TikTok’s Parent Teases Video AI Model Rivaling OpenAI’s Sora, Turns Photos into Videos

2 months ago 28

Published on February 7, 2025
In AI News

ByteDance dominates the short-video segment with TikTok. Will it be a leading GenAI company as well?

With DeepSeek becoming the world’s leading app in no time, ByteDance, the company behind TikTok, has now released a research paper on its new video generation AI model, OmniHuman-1.

The OmniHuman-1 model can generate realistic human videos by employing a mixed data training strategy with multi-modality motion conditioning.

In the research paper, the authors mention, “We propose OmniHuman, an end-to-end multimodality-conditioned human video generation framework that generates human videos based on a single image and motion signals (e.g., audio, video, or both).” The researchers who worked on it include Gaojie Lin, Jianwen Jiang, Jiaqi Yang, Zerong Zheng, and Chao Liang.

The model relies on omni-conditions training, which ensures that it does not waste data while transferring data from weaker-conditioned tasks to stronger-conditioned tasks.

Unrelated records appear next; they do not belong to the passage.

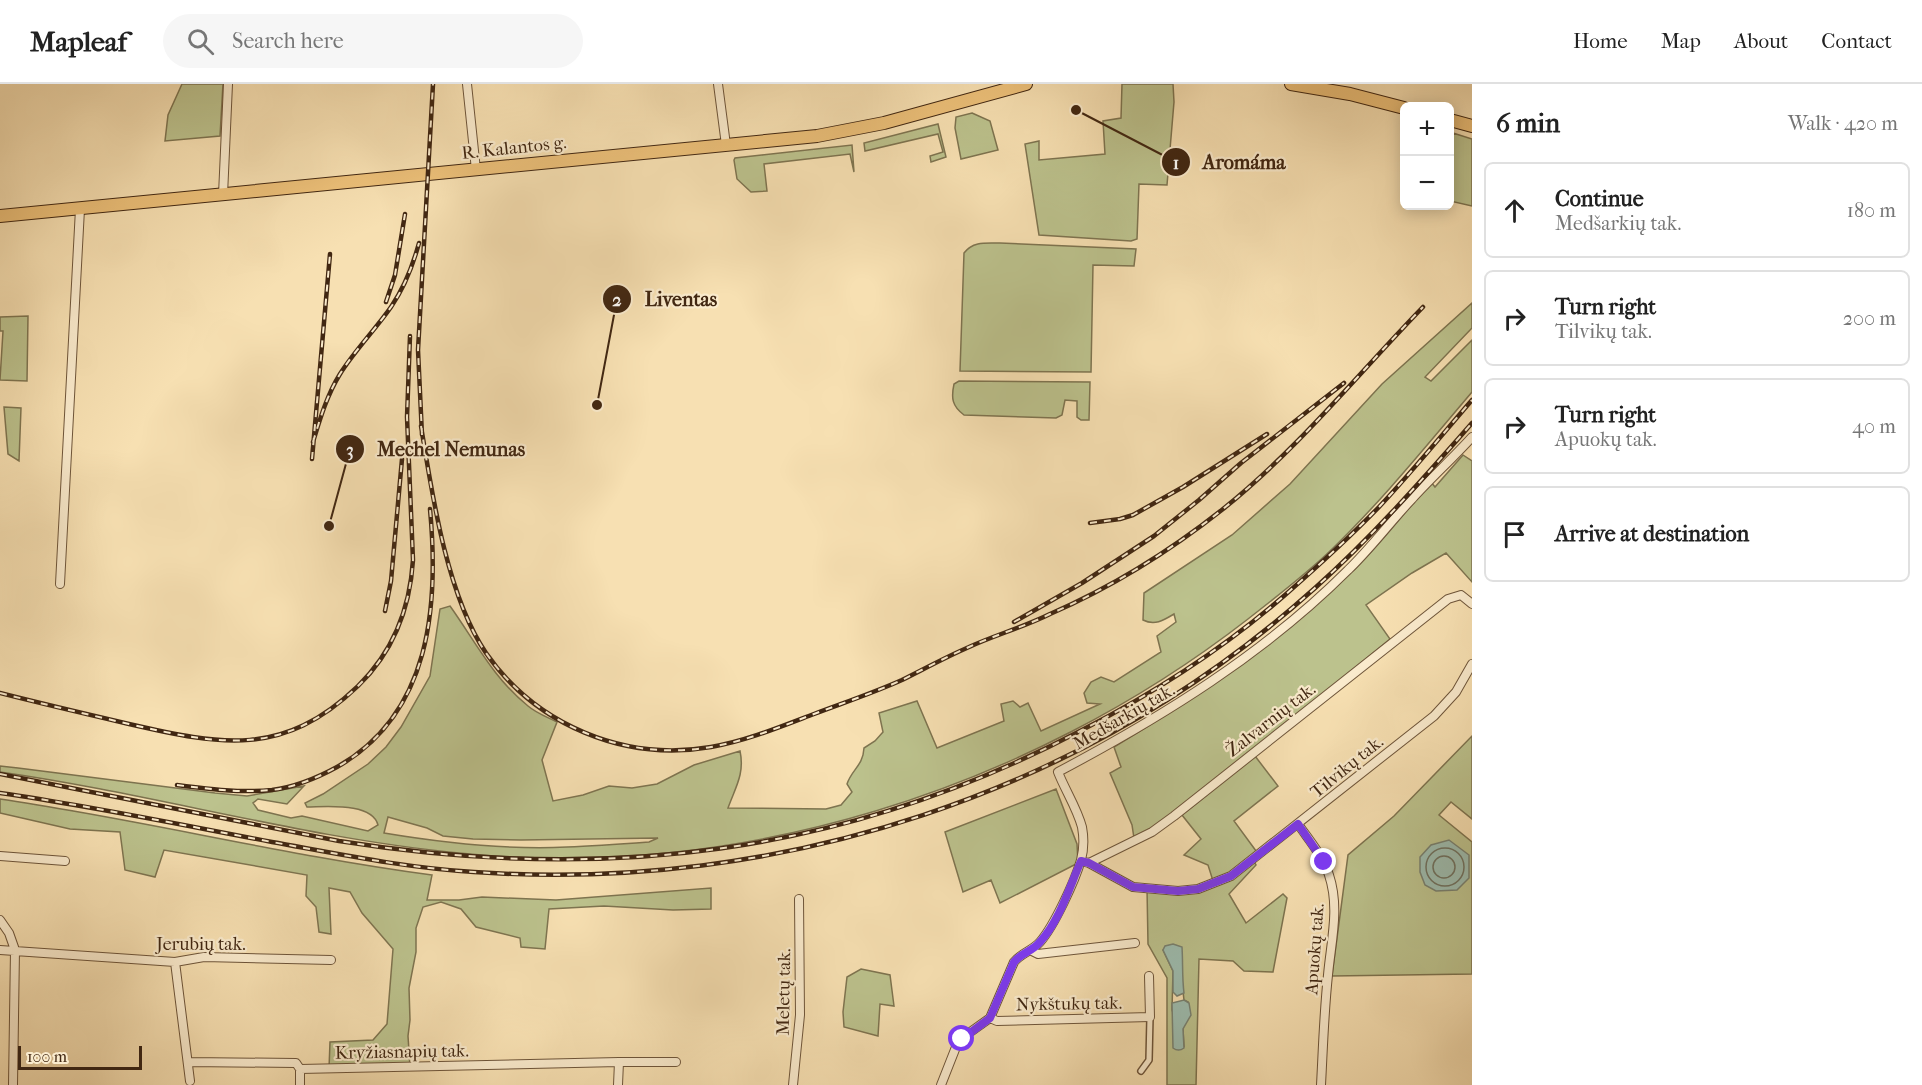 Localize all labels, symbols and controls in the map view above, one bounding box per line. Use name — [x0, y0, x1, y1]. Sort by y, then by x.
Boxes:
search box — [163, 14, 583, 68]
text: Mapleaf — [30, 25, 127, 58]
icon: search — [184, 25, 217, 58]
text: Search here — [232, 28, 344, 54]
text: Home — [1573, 29, 1628, 53]
text: Map — [1661, 29, 1701, 53]
text: About — [1734, 29, 1788, 53]
text: Contact — [1821, 29, 1892, 53]
map controls — [1400, 102, 1454, 210]
button: + — [1400, 102, 1454, 156]
text: 6 min — [1496, 108, 1560, 139]
text: Walk · 420 m — [1788, 112, 1898, 135]
street label: R. Kalantos g. — [461, 132, 567, 164]
callout: Aromáma — [1161, 143, 1298, 181]
text: Aromáma — [1200, 151, 1286, 174]
text: 1 — [1173, 153, 1179, 174]
button: − — [1400, 156, 1454, 210]
text: Continue — [1555, 186, 1644, 212]
icon: ahead — [1498, 194, 1531, 227]
text: 180 m — [1847, 199, 1896, 222]
text: Medšarkių tak. — [1555, 212, 1681, 235]
callout: Liventas — [602, 280, 729, 318]
text: Liventas — [645, 288, 718, 311]
text: 2 — [612, 290, 622, 311]
text: Turn right — [1555, 294, 1656, 320]
icon: right — [1498, 302, 1531, 335]
text: 200 m — [1843, 307, 1896, 330]
text: Tilvikų tak. — [1555, 320, 1652, 343]
text: Turn right — [1555, 402, 1656, 428]
icon: right — [1498, 410, 1531, 443]
text: 40 m — [1852, 415, 1896, 438]
text: Apuokų tak. — [1555, 428, 1657, 451]
callout: Mechel Nemunas — [335, 430, 537, 468]
text: Mechel Nemunas — [376, 438, 526, 461]
text: 3 — [346, 440, 354, 461]
icon: arrive — [1498, 518, 1531, 551]
text: Arrive at destination — [1555, 521, 1749, 547]
street label: Žalvarnių tak. — [1221, 677, 1320, 761]
street label: Medšarkių tak. — [1070, 679, 1178, 755]
street label: Tilvikų tak. — [1306, 731, 1388, 803]
route end — [1310, 848, 1336, 874]
street label: Apuokų tak. — [1301, 903, 1329, 996]
street label: Jerubių tak. — [154, 934, 246, 955]
street label: Meletų tak. — [773, 948, 795, 1036]
street label: Nykštukų tak. — [1016, 993, 1122, 1015]
route start — [948, 1025, 974, 1051]
street label: Kryžiasnapių tak. — [335, 1040, 469, 1064]
scale bar — [18, 1043, 142, 1070]
text: 100 m — [27, 1047, 67, 1066] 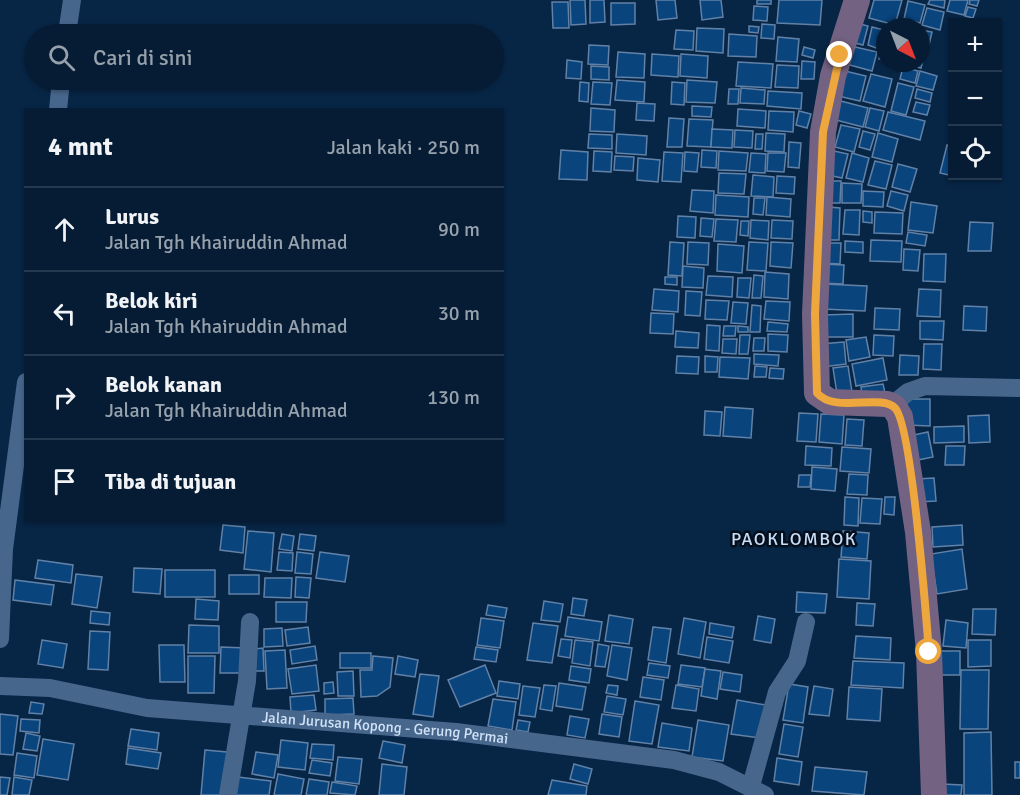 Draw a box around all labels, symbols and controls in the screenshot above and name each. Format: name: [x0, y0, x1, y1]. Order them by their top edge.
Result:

ByteDance’s creation joins the race with Google’s Lumiere, OpenAI’s Sora, and other text-to-video generation models. Fundamentally, they are different from one another, but they could take the internet by storm, just like OpenAI’s Sora. There have been no studies comparing the popular models yet.

Here’s how it looks in action:

In other words, one can generate a video based on a single image. While that is exciting, it is scary at the same time, considering deepfake creations are already succeeding in extorting money from senior citizens.

Anshuman Jha, an AI consultant at AON, took to LinkedIn to highlight potential abuse from using such a model. “From entertainment to advertising, the applications are limitless. Imagine personalised ads where celebrities endorse products in real-time or deceased artists perform new songs. The potential for misuse is glaring,” he said. On the other hand, Jha also mentioned it as a “marvel”.

At the moment, the model is not available to the public. However, the results shared through the official website mention that the model works on any kind of image.

A Reddit discussion on OmniHuman-1 agrees that it can be a game-changer in AI-based video generation models. There is a buzz about it on social media platforms, and everyone seems surprised at the accuracy of the results.

Similar to how DeepSeek recently dominated everything up until today, OmniHuman-1 could be the next talk of the town in video generation AI models.